Example 1. Raw materials - unstated soybean meal was soaked in a 0.1% sodium chloride solution for 1 h in a ratio of 1: 20, then the suspension was fed to the cathode chamber of a laboratory two-chamber electrolyzer with a plane-parallel arrangement of the cathode, anode and cation exchange diaphragm. The suspension was treated until the pH of medium 12 was reached, and the regulator carried out a correlation between the pH value and the temperature, expressed as a proportional dependence, for example, so that at pH≤ 10 t≤ 45 ^o C, at pH≤ 11 t≤50 ^o C and etc. When reaching pH = 12.2, the temperature reached 70 ± 1 ^o C and the reaction mass was thermostated at this temperature 20 ± 5 ^o C and the reaction mass was thermostated at this temperature 20 ± 5 min. The total electric processing time is 30 ± 5 min at a current density = 200 A / m ² . The end of the process was judged by an increase in the transmittance of 20 or more times compared with the initial, determined measurement on the FEK-22 (photoelectric colorimeter).

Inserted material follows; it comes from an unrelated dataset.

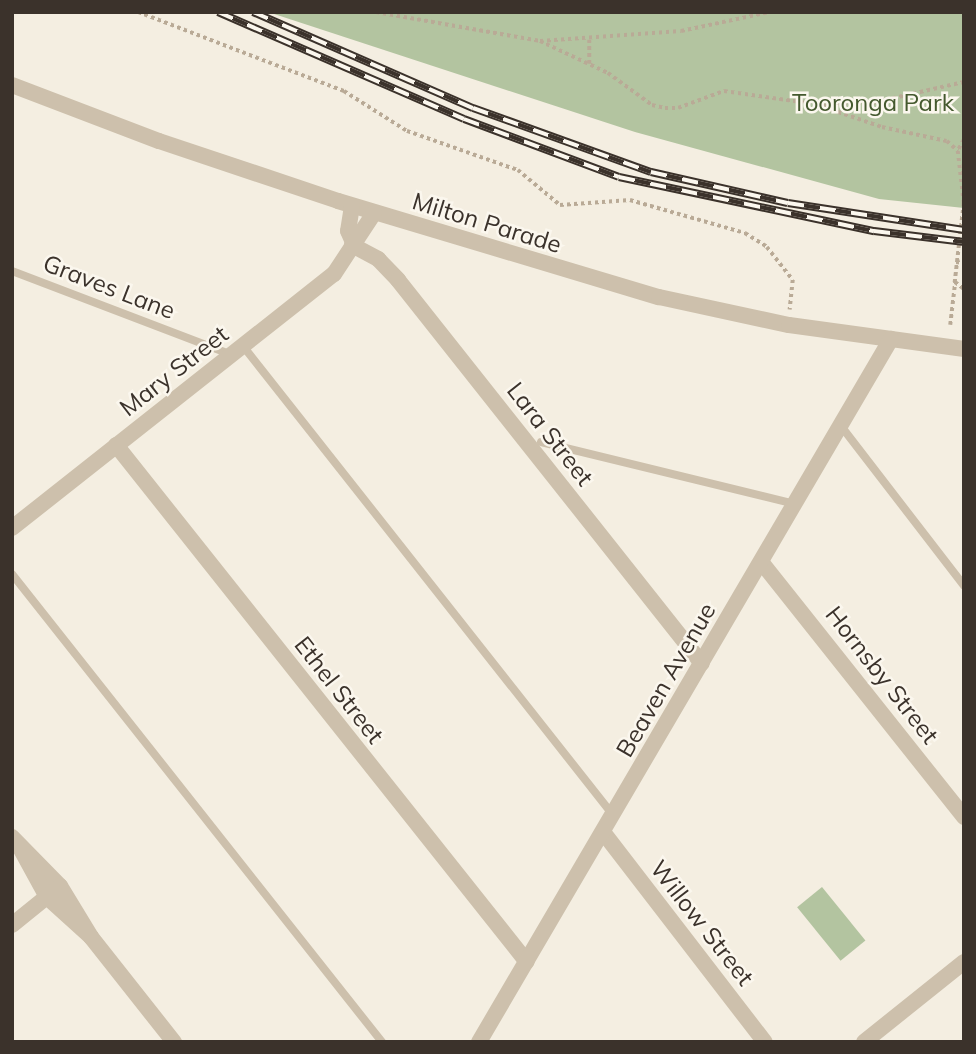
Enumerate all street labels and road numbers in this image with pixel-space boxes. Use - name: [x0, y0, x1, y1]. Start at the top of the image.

Then the mass was centrifuged in a centrifuge with F ≥5000 g, after which the clarified soy protein solution was separated on a separator in order to remove residual soybean oil (if necessary). The defatted protein solution was neutralized to neutral pH values in the anode chamber of the electrolyzer at a current density of 200 A / m ^{2 for} 30 ± 5 min and packaged in a container or sent for drying (lyophine, spray, etc.), or packaged in a container without neutralization.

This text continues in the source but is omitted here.